Par
Philippe Crevel Directeur du Cercle de l’Épargne
Au milieu du mois de
juillet prochain, le nouveau gouverneur de la Banque de France, qui devrait
être, sous réserve de confirmation, Emmanuel Moulin, devra faire sa
recommandation pour le taux du Livret A/LDDS et celui du Livret d’Épargne
Populaire. Cette annonce sera d’autant plus attendue que, depuis la dernière
fixation, le 1er février dernier, l’inflation est repartie à la hausse. Le taux
actuel de 1,5 % pourrait être ainsi revu à la hausse.
L’application de la
formule : un taux du Livret A à 1,8 % ?
Selon la formule du
Livret A, en vigueur depuis 2021, le rendement de ce dernier est égal à la
moyenne de l’inflation hors tabac du semestre précédent en rythme annuel et du
taux moyen ester durant la même période, divisée par deux.
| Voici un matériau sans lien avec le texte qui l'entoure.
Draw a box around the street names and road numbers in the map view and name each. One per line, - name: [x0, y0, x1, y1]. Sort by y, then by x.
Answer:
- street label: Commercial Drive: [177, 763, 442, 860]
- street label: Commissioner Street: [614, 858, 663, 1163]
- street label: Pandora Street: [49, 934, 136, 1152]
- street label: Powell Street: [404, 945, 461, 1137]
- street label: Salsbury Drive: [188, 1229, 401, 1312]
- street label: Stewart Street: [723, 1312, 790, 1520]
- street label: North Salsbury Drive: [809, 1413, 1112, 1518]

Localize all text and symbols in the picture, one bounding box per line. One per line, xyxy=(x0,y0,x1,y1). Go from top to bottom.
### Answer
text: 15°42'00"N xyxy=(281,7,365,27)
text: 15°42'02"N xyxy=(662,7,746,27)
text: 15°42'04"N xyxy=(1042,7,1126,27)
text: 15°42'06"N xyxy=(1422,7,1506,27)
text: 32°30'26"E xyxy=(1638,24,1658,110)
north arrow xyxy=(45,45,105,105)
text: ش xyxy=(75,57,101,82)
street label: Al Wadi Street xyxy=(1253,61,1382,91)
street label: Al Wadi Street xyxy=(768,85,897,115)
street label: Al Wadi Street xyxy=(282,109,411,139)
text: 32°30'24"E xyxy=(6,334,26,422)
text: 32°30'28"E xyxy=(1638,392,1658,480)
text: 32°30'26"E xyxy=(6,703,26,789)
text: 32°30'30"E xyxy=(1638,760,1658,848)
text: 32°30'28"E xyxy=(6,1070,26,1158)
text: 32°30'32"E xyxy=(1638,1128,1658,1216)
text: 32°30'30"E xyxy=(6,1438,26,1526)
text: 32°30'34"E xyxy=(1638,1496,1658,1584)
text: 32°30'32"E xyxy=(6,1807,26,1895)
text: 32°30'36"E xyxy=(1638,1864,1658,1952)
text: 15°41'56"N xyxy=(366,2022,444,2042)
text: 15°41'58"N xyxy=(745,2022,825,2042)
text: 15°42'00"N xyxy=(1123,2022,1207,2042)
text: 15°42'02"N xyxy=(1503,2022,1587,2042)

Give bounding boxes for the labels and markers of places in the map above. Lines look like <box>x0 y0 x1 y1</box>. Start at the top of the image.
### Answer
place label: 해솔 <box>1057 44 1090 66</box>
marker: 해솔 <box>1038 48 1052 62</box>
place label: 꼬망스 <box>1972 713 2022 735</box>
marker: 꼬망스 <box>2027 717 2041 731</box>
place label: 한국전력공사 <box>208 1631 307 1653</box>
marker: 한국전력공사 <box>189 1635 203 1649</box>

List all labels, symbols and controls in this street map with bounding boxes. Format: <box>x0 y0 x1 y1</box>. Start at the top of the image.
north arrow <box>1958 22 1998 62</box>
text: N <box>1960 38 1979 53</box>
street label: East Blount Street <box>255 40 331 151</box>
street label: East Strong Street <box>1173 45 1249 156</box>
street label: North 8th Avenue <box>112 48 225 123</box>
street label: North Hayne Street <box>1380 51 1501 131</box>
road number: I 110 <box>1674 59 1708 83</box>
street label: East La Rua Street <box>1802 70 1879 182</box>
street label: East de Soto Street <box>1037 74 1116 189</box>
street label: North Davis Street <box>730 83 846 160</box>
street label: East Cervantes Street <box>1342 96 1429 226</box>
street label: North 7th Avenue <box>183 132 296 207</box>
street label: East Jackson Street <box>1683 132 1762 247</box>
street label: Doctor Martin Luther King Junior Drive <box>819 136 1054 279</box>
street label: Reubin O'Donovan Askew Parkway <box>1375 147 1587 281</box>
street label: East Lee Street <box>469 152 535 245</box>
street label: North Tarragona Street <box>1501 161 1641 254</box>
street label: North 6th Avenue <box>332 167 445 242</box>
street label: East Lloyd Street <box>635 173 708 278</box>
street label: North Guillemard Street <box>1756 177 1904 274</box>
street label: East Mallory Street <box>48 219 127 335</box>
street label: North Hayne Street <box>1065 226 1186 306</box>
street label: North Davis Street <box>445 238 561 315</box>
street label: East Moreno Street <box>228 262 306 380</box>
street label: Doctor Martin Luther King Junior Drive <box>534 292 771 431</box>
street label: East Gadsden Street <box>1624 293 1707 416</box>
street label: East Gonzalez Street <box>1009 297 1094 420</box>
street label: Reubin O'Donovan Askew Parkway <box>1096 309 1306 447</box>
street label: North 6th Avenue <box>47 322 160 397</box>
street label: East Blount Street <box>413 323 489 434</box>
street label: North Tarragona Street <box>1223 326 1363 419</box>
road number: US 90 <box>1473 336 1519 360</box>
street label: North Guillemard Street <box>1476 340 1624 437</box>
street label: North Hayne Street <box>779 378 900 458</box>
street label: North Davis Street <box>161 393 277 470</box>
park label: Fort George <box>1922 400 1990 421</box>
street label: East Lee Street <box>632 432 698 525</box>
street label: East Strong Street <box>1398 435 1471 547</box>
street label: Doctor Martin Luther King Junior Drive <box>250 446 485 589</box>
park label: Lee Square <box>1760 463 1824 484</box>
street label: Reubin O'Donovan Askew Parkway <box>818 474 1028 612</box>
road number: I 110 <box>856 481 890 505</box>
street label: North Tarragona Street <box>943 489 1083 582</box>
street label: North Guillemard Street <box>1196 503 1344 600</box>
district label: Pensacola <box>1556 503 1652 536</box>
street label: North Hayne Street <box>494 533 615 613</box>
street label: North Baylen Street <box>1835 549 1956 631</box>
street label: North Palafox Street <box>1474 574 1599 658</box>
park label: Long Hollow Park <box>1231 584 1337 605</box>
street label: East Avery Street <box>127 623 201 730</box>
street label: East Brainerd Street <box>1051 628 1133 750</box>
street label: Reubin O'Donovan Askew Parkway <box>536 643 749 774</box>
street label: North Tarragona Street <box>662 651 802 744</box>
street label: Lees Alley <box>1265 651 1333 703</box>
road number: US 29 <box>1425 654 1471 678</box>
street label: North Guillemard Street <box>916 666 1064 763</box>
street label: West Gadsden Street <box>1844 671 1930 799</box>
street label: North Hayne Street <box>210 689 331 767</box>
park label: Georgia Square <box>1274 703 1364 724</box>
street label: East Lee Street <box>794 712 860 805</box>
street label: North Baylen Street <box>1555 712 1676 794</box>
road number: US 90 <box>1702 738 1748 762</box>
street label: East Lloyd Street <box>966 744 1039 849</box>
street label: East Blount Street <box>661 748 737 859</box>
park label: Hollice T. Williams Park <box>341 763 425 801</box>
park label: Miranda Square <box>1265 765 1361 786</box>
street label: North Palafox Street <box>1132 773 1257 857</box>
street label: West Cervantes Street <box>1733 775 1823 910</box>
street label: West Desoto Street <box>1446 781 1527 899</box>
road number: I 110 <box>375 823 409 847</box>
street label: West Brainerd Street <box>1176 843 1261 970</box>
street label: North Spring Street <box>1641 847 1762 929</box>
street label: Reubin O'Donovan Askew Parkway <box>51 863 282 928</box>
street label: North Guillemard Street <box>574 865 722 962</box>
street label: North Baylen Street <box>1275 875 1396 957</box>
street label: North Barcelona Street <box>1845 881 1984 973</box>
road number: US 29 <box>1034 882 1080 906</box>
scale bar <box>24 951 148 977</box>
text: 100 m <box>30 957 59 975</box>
L’inflation a été basse en janvier et février, à respectivement 0,3 % et 0,9 %. Elle n’a commencé à augmenter qu’en mars (+1,7 %) et en avril (+2,2 %). Elle pourrait se situer autour de 3 % en mai et
en juin.
Le taux moyen
d’inflation se situerait, au cours du premier semestre, autour de 1,8 %. De son
côté, le taux ester, au cours des quatre premiers mois, s’élevait à 1,9 %. Un
relèvement des taux directeurs de la BCE ne l’affecterait que pour le mois de
juin, la décision intervenant lors de la réunion du comité de politique
monétaire, fin mai. L’effet serait minime. Le taux moyen devrait donc se situer
sur le semestre autour de 1,93 à 1,98 %. La moyenne de ces deux taux devrait
donc se situer autour de 1,8 %.
Quelle sera la
recommandation du nouveau gouverneur de la Banque de France ?
À la mi-juillet, le
nouveau gouverneur de la Banque de France devra communiquer au ministre de
l’Économie ses propositions de taux. Néanmoins, en vertu de l’arrêté de 2021,
il peut proposer de déroger aux taux issus de la formule en cas de
circonstances exceptionnelles. De 2023 à 2025, la formule n’avait pas été
appliquée (revalorisation plus faible et gel). La fixation des taux pour le 1er
août sera d’autant plus scrutée qu’elle constituera l’une des premières actions
du nouveau gouverneur.
Économiquement, le
gouverneur pourrait estimer que la hausse des prix est purement conjoncturelle
et que, pour le moment, elle ne se diffuse pas. L’inflation générée par la
guerre au Moyen-Orient ne résulte, pour le moment, que de l’énergie, quand
celle liée à la guerre en Ukraine concernait également les produits agricoles
et certains produits industriels.
Si, en juillet, une
solution diplomatique est trouvée entre l’Iran et les États-Unis, une baisse du
cours du pétrole devrait rapidement intervenir et faire baisser la pression
inflationniste. Dans ce contexte, le gouverneur pourrait juger inutile de relever
le taux, sachant qu’en février 2027, à quelques semaines de l’élection
présidentielle, il sera plus difficile de le baisser.
En outre, une hausse du
taux du Livret A renchérirait le coût des crédits aux bailleurs sociaux au
moment où le gouvernement souhaite relancer la construction. Par ailleurs, une
hausse du taux du Livret A serait une incitation au relèvement des taux de crédit
des banques. Or, le gouvernement souhaite avant tout une reprise de
l’investissement et n’entend pas encourager l’épargne de précaution afin de ne
pas pénaliser la consommation.
Peu ou pas de
revalorisation du taux du Livret A et un taux du LEP à 3 %
La fixation du taux du
Livret A n’obéit pas qu’à des considérations économiques et financières ; elle
obéit également à des considérations éminemment politiques. Le gouvernement
devra tenir compte du contexte politique et social à la fin du premier semestre.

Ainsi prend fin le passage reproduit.